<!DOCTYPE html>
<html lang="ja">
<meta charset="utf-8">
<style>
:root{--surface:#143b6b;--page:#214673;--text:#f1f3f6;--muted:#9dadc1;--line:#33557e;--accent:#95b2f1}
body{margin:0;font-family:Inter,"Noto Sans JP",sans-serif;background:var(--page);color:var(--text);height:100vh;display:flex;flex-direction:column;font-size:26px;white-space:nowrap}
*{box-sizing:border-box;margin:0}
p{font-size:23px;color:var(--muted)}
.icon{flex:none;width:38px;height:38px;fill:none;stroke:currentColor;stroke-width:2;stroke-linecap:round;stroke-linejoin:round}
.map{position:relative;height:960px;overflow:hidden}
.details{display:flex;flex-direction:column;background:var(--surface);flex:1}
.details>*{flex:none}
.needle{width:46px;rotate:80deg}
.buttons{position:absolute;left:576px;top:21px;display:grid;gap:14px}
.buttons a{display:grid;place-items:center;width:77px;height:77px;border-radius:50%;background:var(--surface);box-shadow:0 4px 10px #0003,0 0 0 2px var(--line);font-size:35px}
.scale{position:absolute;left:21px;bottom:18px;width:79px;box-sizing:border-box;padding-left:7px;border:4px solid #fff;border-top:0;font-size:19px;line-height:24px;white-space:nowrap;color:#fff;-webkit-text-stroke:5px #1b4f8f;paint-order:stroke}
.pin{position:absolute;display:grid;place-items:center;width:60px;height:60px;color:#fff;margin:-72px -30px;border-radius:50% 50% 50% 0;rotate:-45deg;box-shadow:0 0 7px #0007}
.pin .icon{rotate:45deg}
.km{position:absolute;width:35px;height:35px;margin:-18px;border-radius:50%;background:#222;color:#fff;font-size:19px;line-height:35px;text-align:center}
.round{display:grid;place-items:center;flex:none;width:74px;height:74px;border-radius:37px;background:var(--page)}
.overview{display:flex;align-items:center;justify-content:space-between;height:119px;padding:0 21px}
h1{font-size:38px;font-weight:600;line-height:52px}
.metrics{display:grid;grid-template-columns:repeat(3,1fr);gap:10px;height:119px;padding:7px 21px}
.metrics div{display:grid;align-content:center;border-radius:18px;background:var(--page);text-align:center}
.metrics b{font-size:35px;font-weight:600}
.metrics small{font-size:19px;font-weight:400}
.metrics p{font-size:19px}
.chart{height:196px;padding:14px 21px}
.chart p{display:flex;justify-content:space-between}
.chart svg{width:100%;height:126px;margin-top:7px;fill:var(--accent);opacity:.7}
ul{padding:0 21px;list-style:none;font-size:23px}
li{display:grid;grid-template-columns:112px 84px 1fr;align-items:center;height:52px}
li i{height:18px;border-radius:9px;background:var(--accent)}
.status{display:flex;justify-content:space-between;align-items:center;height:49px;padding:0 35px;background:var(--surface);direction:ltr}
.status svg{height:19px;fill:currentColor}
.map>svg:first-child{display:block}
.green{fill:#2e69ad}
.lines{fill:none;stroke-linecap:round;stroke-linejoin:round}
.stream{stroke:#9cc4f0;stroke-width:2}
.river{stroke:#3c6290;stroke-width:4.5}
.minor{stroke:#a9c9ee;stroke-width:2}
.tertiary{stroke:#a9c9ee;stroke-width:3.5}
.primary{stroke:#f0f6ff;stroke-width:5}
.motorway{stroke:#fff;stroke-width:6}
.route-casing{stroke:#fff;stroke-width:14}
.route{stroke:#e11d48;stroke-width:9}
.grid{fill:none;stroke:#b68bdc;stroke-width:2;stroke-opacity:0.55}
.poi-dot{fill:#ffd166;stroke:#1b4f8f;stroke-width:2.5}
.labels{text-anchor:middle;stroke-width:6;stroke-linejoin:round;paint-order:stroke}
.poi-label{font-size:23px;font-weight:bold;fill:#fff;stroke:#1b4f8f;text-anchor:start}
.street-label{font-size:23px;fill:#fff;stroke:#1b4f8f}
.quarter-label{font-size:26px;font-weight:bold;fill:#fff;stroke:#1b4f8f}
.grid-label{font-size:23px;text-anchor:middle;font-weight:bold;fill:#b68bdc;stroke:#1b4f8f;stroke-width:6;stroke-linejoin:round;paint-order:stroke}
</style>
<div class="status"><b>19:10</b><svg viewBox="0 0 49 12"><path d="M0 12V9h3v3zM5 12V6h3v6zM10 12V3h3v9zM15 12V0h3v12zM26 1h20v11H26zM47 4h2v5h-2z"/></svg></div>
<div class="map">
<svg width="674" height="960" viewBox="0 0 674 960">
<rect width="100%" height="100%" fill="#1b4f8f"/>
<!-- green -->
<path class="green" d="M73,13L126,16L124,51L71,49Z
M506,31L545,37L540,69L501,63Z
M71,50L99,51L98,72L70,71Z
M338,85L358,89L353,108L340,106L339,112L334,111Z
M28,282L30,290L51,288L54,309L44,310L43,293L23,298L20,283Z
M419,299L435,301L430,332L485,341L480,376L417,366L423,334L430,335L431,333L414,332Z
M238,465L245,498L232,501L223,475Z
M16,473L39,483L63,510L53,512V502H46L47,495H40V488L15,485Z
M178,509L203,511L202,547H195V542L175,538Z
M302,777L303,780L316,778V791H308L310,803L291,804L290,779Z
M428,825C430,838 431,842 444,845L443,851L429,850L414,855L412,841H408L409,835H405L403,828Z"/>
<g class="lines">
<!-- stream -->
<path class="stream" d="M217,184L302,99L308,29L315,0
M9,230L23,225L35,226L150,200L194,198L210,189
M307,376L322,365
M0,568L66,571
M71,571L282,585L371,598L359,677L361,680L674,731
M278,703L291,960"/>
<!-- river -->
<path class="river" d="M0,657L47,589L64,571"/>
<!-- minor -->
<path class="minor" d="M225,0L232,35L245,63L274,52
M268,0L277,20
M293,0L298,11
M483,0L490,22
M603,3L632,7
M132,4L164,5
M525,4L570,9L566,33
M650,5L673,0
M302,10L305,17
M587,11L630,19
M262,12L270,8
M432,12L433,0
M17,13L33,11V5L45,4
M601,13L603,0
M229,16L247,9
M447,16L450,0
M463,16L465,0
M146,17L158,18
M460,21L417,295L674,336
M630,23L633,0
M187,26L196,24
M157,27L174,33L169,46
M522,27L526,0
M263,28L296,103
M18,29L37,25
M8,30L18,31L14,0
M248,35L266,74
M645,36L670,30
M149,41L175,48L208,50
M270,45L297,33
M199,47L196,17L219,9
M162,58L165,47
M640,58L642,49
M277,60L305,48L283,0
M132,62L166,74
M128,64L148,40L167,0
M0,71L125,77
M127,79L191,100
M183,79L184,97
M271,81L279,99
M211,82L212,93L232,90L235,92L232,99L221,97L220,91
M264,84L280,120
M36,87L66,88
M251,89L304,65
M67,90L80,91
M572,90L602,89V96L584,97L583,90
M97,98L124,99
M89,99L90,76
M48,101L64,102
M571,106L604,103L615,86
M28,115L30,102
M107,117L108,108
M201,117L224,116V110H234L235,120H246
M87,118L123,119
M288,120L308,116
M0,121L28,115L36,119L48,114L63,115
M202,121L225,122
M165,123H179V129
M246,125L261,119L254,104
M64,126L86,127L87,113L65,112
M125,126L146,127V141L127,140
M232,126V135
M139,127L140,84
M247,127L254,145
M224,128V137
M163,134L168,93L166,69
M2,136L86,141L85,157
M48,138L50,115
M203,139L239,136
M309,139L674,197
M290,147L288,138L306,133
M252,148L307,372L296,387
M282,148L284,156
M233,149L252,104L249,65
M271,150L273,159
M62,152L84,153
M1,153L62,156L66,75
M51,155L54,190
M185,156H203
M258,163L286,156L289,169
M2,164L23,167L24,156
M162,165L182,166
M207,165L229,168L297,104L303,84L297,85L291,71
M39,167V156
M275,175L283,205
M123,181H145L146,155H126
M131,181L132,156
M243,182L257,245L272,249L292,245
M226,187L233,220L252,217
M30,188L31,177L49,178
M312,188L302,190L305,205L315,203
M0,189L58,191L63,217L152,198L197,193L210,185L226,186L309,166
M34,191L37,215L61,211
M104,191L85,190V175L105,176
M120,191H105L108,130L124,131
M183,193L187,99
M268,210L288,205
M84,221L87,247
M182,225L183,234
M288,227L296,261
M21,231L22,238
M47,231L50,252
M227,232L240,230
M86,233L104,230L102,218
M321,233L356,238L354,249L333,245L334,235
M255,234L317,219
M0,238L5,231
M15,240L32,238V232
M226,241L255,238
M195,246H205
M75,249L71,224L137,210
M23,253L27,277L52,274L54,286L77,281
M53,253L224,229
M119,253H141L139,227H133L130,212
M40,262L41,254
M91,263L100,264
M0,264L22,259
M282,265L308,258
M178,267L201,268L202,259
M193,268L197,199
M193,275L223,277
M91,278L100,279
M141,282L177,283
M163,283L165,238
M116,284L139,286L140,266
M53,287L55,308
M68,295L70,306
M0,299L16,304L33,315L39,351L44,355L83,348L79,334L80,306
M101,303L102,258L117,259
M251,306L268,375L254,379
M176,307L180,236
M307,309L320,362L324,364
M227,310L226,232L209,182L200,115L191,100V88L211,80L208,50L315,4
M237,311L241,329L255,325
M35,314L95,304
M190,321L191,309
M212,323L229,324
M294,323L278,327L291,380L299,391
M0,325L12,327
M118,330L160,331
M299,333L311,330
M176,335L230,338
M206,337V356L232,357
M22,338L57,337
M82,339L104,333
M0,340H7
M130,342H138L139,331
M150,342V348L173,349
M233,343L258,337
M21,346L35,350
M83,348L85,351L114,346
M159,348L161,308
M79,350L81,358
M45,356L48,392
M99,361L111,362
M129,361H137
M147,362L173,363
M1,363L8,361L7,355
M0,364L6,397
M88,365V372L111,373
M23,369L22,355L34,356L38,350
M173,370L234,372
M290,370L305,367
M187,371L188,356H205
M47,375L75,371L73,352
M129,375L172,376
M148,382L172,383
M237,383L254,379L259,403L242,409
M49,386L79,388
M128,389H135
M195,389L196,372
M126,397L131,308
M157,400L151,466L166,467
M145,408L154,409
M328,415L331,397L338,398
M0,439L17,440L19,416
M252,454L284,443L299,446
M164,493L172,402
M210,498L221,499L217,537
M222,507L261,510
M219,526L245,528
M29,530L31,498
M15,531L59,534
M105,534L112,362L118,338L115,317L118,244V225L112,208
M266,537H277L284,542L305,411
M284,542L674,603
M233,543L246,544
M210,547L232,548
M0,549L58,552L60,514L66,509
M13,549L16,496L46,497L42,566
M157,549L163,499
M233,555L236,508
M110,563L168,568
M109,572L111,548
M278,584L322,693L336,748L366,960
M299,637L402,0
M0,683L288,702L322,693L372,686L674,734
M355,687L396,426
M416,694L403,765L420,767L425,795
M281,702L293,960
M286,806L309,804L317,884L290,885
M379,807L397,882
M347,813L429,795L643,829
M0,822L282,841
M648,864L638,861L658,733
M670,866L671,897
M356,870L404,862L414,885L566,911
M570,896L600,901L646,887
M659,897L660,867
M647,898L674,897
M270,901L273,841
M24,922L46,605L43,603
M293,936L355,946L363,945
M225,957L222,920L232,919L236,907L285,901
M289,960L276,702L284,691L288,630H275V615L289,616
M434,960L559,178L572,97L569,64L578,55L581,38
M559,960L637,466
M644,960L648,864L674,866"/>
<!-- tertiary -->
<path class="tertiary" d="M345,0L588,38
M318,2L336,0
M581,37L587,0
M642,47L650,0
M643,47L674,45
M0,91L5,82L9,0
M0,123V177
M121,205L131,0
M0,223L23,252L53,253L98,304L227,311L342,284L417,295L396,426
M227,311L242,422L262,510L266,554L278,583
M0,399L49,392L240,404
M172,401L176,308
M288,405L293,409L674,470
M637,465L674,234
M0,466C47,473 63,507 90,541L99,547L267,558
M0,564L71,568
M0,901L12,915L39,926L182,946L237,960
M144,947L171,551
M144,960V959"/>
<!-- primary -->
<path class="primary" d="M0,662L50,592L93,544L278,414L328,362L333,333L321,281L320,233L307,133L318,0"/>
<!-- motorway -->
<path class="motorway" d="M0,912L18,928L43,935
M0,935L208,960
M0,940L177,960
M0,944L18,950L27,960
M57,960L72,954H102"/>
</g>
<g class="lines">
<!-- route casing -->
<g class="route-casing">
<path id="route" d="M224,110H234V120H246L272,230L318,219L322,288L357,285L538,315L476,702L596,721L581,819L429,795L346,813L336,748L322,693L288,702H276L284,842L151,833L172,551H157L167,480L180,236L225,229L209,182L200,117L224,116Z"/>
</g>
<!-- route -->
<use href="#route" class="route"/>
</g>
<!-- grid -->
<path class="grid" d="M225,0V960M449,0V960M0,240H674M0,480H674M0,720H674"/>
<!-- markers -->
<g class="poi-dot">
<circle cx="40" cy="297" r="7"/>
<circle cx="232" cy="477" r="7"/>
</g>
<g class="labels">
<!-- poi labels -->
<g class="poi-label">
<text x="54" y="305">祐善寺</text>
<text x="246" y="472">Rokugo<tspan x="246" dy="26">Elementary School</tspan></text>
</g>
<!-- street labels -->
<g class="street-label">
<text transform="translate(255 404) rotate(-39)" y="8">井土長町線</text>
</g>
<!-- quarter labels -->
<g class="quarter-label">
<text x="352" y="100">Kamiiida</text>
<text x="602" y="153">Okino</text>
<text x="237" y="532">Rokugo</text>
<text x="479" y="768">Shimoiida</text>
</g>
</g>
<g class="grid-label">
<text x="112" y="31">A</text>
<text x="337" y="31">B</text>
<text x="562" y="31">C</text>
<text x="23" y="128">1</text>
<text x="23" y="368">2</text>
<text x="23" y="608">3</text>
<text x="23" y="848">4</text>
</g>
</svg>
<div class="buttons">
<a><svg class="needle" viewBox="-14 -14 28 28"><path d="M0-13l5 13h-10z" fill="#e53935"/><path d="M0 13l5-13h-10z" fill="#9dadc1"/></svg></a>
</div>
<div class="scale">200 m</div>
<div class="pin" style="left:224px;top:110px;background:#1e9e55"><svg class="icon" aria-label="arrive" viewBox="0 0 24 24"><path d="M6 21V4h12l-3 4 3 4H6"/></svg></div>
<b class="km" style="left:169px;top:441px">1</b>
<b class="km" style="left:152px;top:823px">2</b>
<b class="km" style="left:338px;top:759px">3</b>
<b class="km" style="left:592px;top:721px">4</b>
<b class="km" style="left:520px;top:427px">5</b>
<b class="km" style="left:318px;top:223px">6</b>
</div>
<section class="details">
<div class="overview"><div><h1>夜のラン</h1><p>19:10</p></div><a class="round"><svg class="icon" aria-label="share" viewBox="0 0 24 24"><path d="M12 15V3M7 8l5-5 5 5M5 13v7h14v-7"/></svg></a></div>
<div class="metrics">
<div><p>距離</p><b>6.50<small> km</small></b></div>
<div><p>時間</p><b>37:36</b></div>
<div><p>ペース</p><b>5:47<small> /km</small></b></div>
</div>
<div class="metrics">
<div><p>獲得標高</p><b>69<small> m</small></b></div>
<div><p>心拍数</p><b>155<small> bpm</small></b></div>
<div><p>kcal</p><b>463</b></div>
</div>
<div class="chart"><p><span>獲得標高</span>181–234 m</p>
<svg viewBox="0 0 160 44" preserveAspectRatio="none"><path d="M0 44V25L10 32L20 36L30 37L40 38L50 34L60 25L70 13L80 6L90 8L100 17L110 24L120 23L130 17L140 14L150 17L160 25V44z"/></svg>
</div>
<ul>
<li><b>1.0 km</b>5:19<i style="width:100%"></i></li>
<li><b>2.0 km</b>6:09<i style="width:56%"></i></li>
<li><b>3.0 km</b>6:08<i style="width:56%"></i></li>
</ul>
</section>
● ● ● ● ● ● ●
* _Problem details_:
Please show the lines in the entries above that hold the string "linecap".

* _Response to the task_:
.icon{flex:none;width:38px;height:38px;fill:none;stroke:currentColor;stroke-width:2;stroke-linecap:round;stroke-linejoin:round}
.lines{fill:none;stroke-linecap:round;stroke-linejoin:round}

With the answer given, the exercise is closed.